Montenegro: on the Road to Independence?
AbstractThe Federal Republic of Yugoslavia, proclaimed in 1992, is currently at a crucial crossroad since the parliament of Montenegro is preparing a referendum on independence. Although the joint state retained the name of Yugoslavia, it was in fact established as a Serb nation-state. It became evident, however, that this link was far too powerless. The two member republics, Serbia and Montenegro, became increasingly estranged, especially after the war in Bosnia and Hercegovina, both as regards their foreign policy orientation and their national policy as well as in their economic policy. What was decisive for the further functioning of the Federation was the inability to reach agreement on a unified economic policy after 1996; this led to the introduction of a separate monetary system in Montenegro. The war with NATO in 1999 and the establishment of an international protectorate in Kosovo further undermined the edifice of the Federation so that it is now a confederation rather than a federation.

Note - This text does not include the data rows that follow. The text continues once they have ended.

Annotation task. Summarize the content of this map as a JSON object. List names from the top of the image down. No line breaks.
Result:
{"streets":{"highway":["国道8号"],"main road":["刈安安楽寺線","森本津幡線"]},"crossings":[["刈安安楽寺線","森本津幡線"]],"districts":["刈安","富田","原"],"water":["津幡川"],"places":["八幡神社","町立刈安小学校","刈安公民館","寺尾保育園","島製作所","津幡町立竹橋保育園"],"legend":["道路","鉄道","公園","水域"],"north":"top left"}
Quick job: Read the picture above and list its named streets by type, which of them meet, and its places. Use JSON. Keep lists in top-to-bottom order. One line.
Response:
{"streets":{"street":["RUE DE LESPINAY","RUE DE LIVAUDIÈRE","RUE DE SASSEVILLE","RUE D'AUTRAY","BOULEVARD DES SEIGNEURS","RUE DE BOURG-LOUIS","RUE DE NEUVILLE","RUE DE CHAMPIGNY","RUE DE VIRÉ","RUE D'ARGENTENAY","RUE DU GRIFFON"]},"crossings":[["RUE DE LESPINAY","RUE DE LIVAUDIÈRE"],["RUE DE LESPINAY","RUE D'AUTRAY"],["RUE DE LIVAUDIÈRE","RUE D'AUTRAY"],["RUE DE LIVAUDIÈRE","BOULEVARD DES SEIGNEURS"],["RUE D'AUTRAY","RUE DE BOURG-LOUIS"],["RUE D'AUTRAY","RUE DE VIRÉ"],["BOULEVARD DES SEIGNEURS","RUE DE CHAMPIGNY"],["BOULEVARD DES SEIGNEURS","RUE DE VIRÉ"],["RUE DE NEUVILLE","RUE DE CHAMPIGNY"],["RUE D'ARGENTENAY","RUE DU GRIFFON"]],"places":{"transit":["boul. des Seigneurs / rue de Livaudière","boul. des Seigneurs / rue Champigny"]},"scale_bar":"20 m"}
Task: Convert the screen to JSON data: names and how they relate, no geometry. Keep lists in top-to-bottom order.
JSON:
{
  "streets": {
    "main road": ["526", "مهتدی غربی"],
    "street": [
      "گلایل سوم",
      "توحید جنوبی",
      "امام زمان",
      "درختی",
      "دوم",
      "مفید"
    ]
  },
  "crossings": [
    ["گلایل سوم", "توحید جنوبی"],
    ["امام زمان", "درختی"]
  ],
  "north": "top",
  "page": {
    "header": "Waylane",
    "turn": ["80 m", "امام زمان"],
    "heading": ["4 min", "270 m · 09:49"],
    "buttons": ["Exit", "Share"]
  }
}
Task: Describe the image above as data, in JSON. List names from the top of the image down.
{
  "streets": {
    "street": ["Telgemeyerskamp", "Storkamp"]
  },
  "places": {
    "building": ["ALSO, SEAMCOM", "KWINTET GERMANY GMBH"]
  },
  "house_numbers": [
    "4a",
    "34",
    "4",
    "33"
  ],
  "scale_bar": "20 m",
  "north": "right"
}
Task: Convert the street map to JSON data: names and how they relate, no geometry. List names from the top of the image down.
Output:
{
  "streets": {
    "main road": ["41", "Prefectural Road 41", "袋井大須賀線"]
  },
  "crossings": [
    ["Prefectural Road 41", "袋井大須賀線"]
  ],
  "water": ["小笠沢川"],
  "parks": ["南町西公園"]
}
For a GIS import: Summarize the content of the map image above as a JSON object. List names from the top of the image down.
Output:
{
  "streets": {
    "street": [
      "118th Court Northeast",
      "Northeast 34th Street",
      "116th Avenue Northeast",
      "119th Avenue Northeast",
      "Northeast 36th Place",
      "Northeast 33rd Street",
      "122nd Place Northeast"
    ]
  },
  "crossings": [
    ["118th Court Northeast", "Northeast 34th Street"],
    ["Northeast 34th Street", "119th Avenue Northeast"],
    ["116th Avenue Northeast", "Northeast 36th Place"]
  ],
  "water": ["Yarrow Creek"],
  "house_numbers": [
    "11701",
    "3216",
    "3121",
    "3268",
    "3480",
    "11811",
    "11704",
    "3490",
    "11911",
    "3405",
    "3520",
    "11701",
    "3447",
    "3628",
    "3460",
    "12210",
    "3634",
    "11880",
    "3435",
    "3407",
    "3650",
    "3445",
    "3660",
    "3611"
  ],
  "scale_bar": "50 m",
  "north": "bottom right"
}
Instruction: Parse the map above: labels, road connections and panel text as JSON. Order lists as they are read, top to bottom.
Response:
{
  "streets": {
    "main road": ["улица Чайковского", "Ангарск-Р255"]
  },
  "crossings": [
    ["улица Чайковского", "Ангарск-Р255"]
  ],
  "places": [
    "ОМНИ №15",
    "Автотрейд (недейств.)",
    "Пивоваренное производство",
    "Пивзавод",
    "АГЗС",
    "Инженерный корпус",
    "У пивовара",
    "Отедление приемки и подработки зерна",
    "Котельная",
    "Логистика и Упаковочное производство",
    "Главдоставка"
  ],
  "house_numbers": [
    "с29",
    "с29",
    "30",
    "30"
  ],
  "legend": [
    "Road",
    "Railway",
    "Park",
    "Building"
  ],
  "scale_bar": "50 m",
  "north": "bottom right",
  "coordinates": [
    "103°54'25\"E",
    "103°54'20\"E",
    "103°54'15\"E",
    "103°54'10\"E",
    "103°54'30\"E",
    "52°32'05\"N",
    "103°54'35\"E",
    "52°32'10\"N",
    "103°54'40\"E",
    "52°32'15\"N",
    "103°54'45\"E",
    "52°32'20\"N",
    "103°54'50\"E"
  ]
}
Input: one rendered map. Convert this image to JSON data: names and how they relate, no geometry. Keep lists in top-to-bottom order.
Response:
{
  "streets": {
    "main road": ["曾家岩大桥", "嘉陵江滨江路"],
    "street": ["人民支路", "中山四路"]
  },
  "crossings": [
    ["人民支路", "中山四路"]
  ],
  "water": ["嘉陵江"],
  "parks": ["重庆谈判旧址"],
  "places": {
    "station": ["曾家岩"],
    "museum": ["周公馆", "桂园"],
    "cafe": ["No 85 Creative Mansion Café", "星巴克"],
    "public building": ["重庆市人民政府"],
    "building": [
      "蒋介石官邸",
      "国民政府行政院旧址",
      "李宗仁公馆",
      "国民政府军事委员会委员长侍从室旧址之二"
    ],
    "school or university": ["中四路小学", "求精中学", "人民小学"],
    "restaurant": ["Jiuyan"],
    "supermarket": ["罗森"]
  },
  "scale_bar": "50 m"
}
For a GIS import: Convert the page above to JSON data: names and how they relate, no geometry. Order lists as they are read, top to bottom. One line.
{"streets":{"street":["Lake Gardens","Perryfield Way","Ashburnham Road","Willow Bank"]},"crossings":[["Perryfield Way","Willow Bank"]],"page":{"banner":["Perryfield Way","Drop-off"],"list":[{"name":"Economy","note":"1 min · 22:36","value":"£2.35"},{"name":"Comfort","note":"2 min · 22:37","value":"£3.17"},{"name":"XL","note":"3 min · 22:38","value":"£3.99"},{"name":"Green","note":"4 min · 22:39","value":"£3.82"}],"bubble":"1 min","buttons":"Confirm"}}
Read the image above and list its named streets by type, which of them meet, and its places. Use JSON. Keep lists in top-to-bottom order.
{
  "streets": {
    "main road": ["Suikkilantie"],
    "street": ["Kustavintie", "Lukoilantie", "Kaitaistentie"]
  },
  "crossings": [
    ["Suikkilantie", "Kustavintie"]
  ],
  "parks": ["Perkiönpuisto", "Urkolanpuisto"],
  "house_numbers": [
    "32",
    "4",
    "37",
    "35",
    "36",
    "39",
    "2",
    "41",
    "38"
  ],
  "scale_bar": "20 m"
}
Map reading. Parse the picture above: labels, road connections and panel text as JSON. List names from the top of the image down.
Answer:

The position of Montenegro can be compared to the position of Slovenia in the former Yugoslavia shortly before the declaration of independence. But apart from its own monetary system, Montenegro has its own diplomatic service and is responsible for controlling its border crossing points, it makes no contributions to the federal budget and neither does it draw from it.
The collapse of the Milosevic regime in Serbia removed the main obstacle but the Montenegrin leadership is not interested in resubordinating itself to the Federation or in abandoning the political influence which it has acquired. Following the fall of the regime it need not fear an armed attack against its secession. That is why it is accelerating its moves towards independence. Now there are three possible solutions: a reform of the federation, that is to say a new accord between the representatives of Serbia and Montenegro: in actual fact a "fourth" Yugoslavia; a confederation, i.e. a union of two sovereign states; or two entirely sovereign states. Opinion polls reveal that it is more than likely that in a possible referendum the majority of the electorate will vote for independence. It is, however, desirable that a referendum does not endanger the road of Serbia nor that of Montenegro towards democracy. That is why the international community would do well to bring both sides to the negotiating table to discuss the future of the Federative Republic of Yugoslavia and to reach a mutual agreement which would not be dictated merely by specific interests based on the internal policy situation of those political forces which are in power at the moment in the two republics. This question is of increasing importance as a result of its interlinked character with the Kosovo issue because the Yugoslav authorities were among the signatories of the accords on Kosovo. Should the existence of Yugoslavia be questioned, these agreements, too, will be questioned.